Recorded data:

........

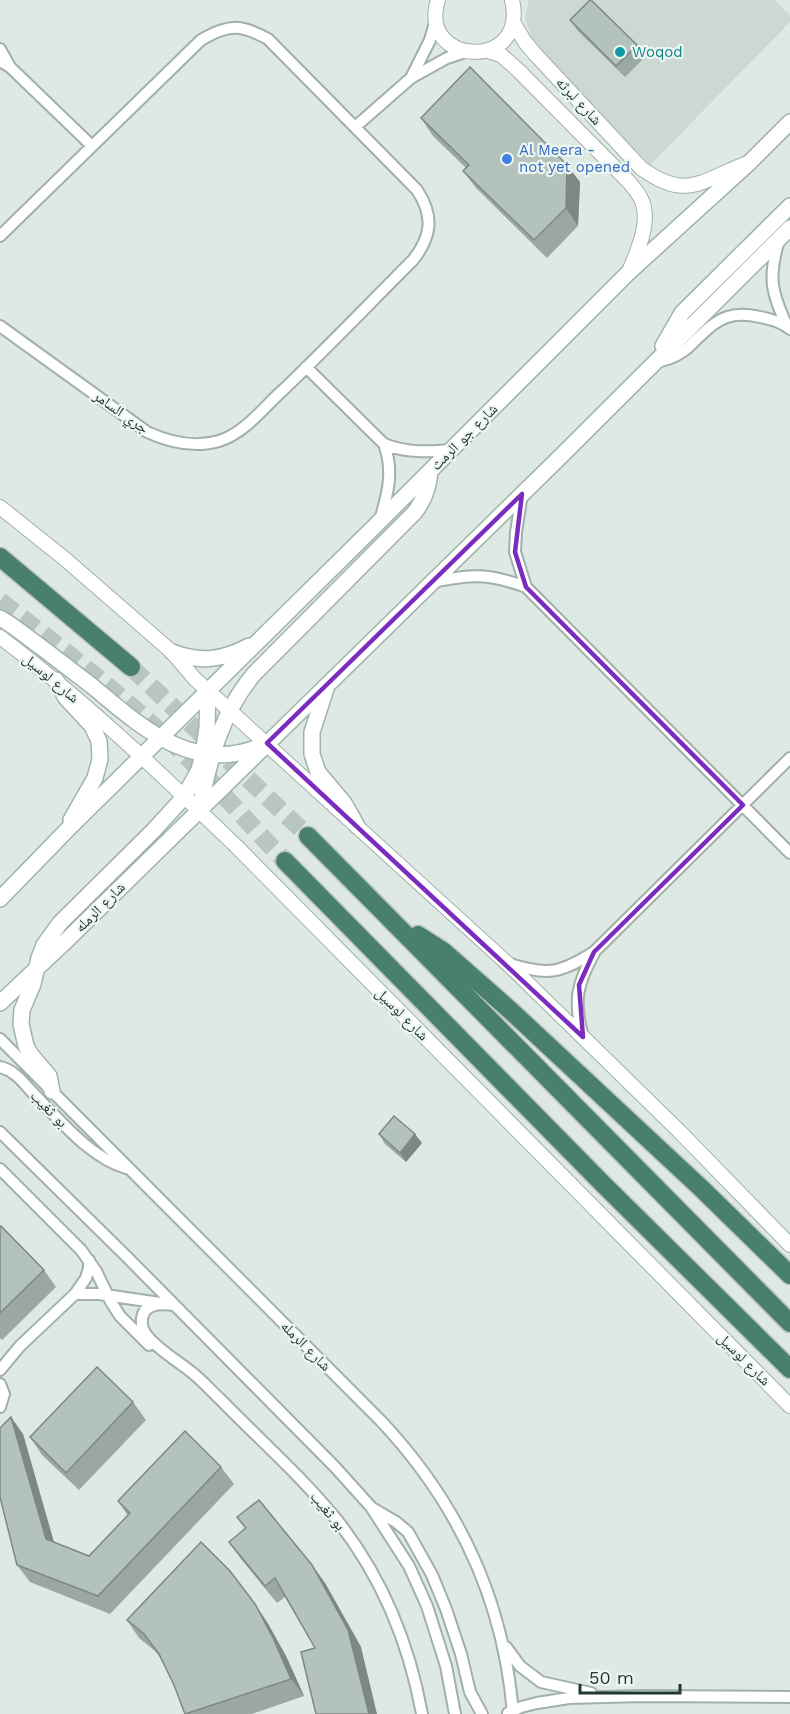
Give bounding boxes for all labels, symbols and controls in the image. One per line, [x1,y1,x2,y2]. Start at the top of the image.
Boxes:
place label: Woqod [632,43,683,61]
marker: Woqod [613,45,627,59]
street label: شارع لبرثه [552,73,606,130]
place label: Al Meera - not yet opened [519,141,630,176]
marker: Al Meera - not yet opened [500,152,514,166]
street label: جري السامر [87,386,152,440]
street label: شارع جو الرمث [427,400,502,475]
street label: شارع لوسيل [19,649,83,708]
street label: شارع الرمله [71,878,130,937]
street label: شارع لوسيل [371,984,432,1045]
street label: بو ثغيب [27,1087,71,1131]
street label: شارع الرمله [276,1317,335,1376]
street label: شارع لوسيل [713,1329,774,1390]
street label: بو ثغيب [307,1488,349,1534]
scale bar [580,1657,680,1695]
text: 50 m [589,1667,634,1688]

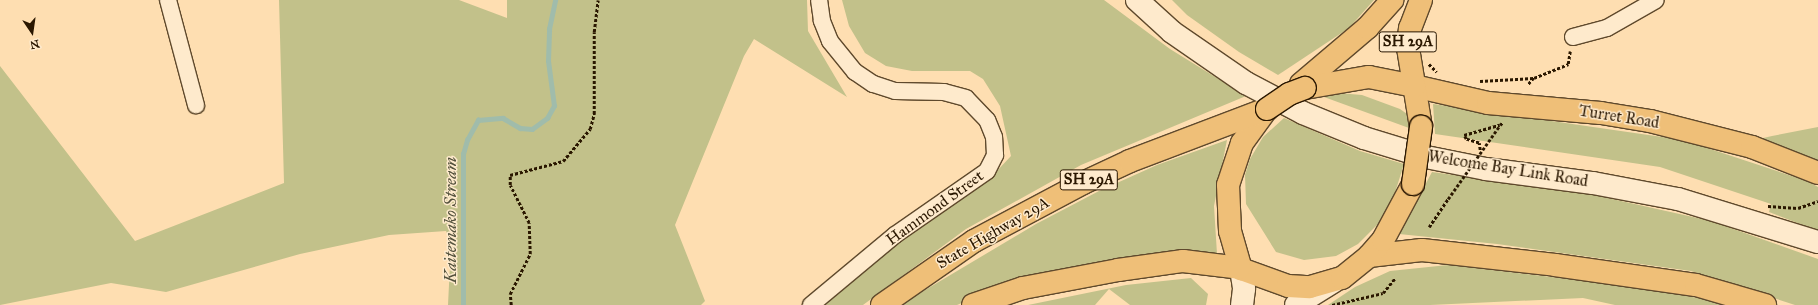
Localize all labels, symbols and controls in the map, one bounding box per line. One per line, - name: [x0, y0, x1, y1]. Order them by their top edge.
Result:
- north arrow: [12, 12, 52, 52]
- road number: SH 29A: [1378, 29, 1438, 55]
- text: N: [29, 37, 41, 52]
- street label: Turret Road: [1577, 101, 1661, 133]
- street label: Welcome Bay Link Road: [1427, 147, 1589, 191]
- water label: Kaitemako Stream: [441, 157, 461, 283]
- street label: Hammond Street: [883, 166, 987, 250]
- road number: SH 29A: [1059, 167, 1119, 193]
- street label: State Highway 29A: [933, 193, 1053, 273]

........

**Work item**
Copy all the data exactly as written, but skip any picture.

**Result for this task**
Give bounding boxes for all labels, symbols and controls in the image. One per line, [x1,y1,x2,y2]. Start at the top of the image.
Boxes:
place label: Woqod [632,43,683,61]
marker: Woqod [613,45,627,59]
street label: شارع لبرثه [552,73,606,130]
place label: Al Meera - not yet opened [519,141,630,176]
marker: Al Meera - not yet opened [500,152,514,166]
street label: جري السامر [87,386,152,440]
street label: شارع جو الرمث [427,400,502,475]
street label: شارع لوسيل [19,649,83,708]
street label: شارع الرمله [71,878,130,937]
street label: شارع لوسيل [371,984,432,1045]
street label: بو ثغيب [27,1087,71,1131]
street label: شارع الرمله [276,1317,335,1376]
street label: شارع لوسيل [713,1329,774,1390]
street label: بو ثغيب [307,1488,349,1534]
scale bar [580,1657,680,1695]
text: 50 m [589,1667,634,1688]

Localize all labels, symbols and controls in the map, one bounding box per line. One per line, - name: [x0, y0, x1, y1]. Order them by their top edge.
Result:
- north arrow: [12, 12, 52, 52]
- road number: SH 29A: [1378, 29, 1438, 55]
- text: N: [29, 37, 41, 52]
- street label: Turret Road: [1577, 101, 1661, 133]
- street label: Welcome Bay Link Road: [1427, 147, 1589, 191]
- water label: Kaitemako Stream: [441, 157, 461, 283]
- street label: Hammond Street: [883, 166, 987, 250]
- road number: SH 29A: [1059, 167, 1119, 193]
- street label: State Highway 29A: [933, 193, 1053, 273]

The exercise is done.